§ TASK STATEMENT
Copy, exactly and without additions, every line in the records below from the one holding "Annotation task. What" through the one holding "Annotation task. Build", both ends included.

-- RECORD EXCERPTS follows --

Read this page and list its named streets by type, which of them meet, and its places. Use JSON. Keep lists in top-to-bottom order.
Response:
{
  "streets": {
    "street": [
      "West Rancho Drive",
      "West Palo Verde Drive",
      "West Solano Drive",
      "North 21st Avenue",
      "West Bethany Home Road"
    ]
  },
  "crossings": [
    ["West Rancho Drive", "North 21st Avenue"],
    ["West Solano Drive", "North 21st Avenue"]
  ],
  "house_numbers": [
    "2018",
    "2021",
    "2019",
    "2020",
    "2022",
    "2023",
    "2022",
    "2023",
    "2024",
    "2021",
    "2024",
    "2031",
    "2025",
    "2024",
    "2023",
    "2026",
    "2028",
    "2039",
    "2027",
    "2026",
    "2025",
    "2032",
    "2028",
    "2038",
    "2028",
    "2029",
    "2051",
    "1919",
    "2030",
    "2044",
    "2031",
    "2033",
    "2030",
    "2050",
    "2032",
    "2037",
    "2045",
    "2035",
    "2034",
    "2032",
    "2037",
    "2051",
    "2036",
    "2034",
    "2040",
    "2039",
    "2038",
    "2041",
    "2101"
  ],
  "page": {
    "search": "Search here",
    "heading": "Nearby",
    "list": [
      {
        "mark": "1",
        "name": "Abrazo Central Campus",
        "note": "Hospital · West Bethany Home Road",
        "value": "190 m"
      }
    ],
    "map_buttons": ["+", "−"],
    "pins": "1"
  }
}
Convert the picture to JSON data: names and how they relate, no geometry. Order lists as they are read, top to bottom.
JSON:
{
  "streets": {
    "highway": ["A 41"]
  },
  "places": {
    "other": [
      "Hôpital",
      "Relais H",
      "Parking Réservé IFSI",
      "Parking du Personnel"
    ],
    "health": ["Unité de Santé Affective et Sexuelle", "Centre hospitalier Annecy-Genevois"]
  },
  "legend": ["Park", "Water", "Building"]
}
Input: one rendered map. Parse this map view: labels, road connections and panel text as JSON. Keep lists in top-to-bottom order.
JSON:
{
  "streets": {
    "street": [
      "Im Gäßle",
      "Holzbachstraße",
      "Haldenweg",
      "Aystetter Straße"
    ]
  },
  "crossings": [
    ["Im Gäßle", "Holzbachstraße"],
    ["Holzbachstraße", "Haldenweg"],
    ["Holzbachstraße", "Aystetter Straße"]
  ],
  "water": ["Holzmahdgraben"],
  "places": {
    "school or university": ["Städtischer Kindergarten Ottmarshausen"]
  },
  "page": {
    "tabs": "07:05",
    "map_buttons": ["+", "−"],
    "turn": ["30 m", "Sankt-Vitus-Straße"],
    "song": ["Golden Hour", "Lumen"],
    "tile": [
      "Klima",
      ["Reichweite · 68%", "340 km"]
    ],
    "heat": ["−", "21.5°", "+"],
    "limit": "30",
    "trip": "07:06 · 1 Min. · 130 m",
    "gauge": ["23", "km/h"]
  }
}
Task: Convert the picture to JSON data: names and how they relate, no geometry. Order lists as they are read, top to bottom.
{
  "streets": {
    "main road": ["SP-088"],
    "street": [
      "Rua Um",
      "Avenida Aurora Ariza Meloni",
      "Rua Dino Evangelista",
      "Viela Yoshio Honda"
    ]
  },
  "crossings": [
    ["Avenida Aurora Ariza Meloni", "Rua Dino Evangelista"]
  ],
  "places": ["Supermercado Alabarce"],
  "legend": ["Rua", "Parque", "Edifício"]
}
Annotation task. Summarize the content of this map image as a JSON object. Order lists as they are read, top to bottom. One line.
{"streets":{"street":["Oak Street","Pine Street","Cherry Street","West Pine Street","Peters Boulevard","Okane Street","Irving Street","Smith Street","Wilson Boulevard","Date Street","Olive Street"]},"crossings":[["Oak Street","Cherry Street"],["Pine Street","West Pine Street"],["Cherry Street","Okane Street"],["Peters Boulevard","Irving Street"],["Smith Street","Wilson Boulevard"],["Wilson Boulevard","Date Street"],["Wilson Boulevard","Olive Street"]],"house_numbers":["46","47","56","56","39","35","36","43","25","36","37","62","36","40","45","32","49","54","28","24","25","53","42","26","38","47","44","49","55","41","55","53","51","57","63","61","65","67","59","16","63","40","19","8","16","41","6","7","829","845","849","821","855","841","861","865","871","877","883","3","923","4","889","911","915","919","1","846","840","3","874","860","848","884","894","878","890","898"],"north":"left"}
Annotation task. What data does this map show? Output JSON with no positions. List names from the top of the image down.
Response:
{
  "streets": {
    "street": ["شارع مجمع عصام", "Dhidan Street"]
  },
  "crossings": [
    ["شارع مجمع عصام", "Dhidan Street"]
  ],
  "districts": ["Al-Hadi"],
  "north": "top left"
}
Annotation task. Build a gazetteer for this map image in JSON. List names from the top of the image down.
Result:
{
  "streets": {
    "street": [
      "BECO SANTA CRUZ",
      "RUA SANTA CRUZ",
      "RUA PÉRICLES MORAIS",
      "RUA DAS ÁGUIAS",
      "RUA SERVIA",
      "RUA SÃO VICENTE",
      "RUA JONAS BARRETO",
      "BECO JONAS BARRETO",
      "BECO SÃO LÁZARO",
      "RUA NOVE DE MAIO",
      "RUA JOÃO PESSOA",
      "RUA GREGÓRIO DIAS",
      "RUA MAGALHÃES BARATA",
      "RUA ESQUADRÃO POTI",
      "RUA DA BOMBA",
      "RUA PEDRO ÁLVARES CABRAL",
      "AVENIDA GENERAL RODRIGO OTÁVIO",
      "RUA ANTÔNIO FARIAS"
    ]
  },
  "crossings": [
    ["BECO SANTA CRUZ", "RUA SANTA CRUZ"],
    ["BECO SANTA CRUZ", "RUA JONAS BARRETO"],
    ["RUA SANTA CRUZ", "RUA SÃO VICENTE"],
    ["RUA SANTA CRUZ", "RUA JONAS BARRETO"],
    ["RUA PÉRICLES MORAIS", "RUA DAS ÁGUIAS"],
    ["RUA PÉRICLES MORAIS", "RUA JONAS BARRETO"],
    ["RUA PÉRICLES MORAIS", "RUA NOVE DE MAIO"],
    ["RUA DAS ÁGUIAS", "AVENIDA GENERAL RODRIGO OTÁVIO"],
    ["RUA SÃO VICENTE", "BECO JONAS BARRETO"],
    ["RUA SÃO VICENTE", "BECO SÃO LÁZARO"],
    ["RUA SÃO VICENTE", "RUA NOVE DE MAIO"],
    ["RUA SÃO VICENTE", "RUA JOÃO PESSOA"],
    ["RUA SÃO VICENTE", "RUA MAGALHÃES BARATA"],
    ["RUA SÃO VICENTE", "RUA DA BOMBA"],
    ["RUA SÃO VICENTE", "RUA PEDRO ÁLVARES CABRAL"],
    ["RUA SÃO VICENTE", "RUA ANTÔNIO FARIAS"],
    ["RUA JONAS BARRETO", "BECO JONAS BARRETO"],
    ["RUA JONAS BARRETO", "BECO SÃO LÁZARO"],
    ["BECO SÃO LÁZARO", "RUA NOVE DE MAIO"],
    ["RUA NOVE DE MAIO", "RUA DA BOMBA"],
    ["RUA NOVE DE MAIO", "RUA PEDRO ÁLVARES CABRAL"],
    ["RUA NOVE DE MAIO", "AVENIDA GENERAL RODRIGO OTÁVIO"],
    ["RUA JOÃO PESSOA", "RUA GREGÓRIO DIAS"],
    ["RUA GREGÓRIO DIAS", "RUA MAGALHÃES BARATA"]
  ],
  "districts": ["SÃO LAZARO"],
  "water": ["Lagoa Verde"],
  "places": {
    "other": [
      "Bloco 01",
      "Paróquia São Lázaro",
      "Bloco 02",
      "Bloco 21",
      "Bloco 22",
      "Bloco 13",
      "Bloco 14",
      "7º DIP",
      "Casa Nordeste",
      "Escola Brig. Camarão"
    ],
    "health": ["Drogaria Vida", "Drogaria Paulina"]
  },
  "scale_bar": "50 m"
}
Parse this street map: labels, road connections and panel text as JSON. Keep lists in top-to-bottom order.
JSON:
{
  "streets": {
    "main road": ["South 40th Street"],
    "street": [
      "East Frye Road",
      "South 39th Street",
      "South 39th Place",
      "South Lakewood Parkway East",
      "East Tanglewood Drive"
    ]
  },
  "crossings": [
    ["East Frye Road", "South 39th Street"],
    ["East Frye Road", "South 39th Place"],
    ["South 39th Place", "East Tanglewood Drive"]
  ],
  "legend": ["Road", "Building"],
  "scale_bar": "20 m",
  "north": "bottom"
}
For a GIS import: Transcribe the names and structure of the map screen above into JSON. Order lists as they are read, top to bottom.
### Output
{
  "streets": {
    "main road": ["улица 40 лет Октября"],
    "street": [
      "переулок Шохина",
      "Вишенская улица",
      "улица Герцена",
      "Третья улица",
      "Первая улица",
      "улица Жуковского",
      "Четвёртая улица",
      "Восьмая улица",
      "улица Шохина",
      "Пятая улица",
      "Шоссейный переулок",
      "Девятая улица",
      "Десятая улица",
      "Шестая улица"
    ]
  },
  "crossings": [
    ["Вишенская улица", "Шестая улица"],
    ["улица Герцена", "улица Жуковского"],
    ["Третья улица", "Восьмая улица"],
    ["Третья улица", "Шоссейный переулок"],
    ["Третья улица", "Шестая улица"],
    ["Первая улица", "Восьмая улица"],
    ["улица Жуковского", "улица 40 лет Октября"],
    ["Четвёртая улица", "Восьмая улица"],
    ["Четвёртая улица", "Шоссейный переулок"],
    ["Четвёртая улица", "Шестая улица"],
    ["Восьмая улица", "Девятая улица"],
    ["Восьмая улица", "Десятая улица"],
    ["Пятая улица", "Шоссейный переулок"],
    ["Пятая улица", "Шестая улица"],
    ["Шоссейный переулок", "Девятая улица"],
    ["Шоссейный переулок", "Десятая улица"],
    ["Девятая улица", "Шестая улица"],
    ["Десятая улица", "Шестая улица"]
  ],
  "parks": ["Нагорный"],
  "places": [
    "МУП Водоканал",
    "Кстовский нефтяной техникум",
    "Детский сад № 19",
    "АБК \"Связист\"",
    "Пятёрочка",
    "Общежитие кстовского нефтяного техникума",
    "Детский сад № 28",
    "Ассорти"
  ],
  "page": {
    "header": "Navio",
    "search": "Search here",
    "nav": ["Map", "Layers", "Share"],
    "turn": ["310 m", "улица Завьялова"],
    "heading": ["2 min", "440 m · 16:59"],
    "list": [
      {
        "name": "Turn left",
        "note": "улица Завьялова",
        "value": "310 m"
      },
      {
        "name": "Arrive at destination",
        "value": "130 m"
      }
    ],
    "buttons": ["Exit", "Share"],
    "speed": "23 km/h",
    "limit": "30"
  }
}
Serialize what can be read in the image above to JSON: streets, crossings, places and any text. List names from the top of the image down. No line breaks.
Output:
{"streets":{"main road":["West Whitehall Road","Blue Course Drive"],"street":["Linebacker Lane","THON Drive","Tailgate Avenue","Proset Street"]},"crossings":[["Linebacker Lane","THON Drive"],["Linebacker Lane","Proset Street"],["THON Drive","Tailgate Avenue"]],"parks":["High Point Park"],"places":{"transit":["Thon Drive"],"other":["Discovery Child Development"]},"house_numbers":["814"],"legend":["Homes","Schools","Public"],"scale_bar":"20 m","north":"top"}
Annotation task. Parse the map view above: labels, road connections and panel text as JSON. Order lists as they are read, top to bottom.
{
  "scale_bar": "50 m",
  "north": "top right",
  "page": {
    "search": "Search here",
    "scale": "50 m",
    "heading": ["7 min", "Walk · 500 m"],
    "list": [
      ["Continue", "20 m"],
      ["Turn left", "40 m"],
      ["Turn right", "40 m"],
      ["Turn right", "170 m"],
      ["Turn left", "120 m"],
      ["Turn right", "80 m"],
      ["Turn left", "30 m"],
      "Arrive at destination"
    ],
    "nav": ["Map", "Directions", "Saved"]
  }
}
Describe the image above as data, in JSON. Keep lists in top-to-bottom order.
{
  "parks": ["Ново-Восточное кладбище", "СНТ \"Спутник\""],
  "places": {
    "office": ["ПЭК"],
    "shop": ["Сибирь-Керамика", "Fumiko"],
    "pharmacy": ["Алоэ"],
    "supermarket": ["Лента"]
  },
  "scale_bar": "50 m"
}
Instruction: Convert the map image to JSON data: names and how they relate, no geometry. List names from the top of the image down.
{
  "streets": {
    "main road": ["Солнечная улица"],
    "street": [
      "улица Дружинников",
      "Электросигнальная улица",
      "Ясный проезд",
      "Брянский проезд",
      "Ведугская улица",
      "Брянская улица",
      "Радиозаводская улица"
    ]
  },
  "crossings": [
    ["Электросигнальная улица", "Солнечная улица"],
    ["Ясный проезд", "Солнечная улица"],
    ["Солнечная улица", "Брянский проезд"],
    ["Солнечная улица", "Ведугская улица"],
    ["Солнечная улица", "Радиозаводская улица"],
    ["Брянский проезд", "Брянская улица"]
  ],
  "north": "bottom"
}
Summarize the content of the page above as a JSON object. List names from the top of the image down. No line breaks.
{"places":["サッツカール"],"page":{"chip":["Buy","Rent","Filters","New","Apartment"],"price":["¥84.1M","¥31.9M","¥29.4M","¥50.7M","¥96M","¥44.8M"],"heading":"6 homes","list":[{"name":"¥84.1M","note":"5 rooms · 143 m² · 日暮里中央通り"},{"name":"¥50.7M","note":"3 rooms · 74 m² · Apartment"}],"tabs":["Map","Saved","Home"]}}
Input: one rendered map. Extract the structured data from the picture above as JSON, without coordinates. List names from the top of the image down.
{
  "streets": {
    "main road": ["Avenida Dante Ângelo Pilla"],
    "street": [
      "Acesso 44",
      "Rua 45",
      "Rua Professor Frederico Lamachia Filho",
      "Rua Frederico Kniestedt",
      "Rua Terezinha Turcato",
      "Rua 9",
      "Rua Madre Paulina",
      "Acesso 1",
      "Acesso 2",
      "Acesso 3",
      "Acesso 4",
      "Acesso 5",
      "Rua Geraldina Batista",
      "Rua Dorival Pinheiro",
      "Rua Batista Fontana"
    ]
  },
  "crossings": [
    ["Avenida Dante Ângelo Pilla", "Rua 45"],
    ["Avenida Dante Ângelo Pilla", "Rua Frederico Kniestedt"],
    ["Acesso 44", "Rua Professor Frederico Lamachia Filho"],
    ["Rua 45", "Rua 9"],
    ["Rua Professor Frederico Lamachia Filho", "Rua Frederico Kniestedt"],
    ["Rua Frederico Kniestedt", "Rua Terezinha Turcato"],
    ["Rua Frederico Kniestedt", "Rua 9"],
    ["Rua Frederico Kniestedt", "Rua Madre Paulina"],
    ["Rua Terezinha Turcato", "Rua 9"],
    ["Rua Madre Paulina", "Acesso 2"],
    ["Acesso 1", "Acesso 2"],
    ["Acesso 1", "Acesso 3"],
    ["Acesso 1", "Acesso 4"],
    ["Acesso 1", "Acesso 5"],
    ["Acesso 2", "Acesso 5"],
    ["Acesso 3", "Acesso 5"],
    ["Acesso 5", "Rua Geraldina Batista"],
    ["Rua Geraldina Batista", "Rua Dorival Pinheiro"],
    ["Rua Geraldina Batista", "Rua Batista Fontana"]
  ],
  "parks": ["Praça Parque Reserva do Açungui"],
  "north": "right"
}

-- RECORD EXCERPTS concluded --

§ RESPONSE
Annotation task. What data does this map show? Output JSON with no positions. List names from the top of the image down.
Response:
{
  "streets": {
    "street": ["شارع مجمع عصام", "Dhidan Street"]
  },
  "crossings": [
    ["شارع مجمع عصام", "Dhidan Street"]
  ],
  "districts": ["Al-Hadi"],
  "north": "top left"
}
Annotation task. Build a gazetteer for this map image in JSON. List names from the top of the image down.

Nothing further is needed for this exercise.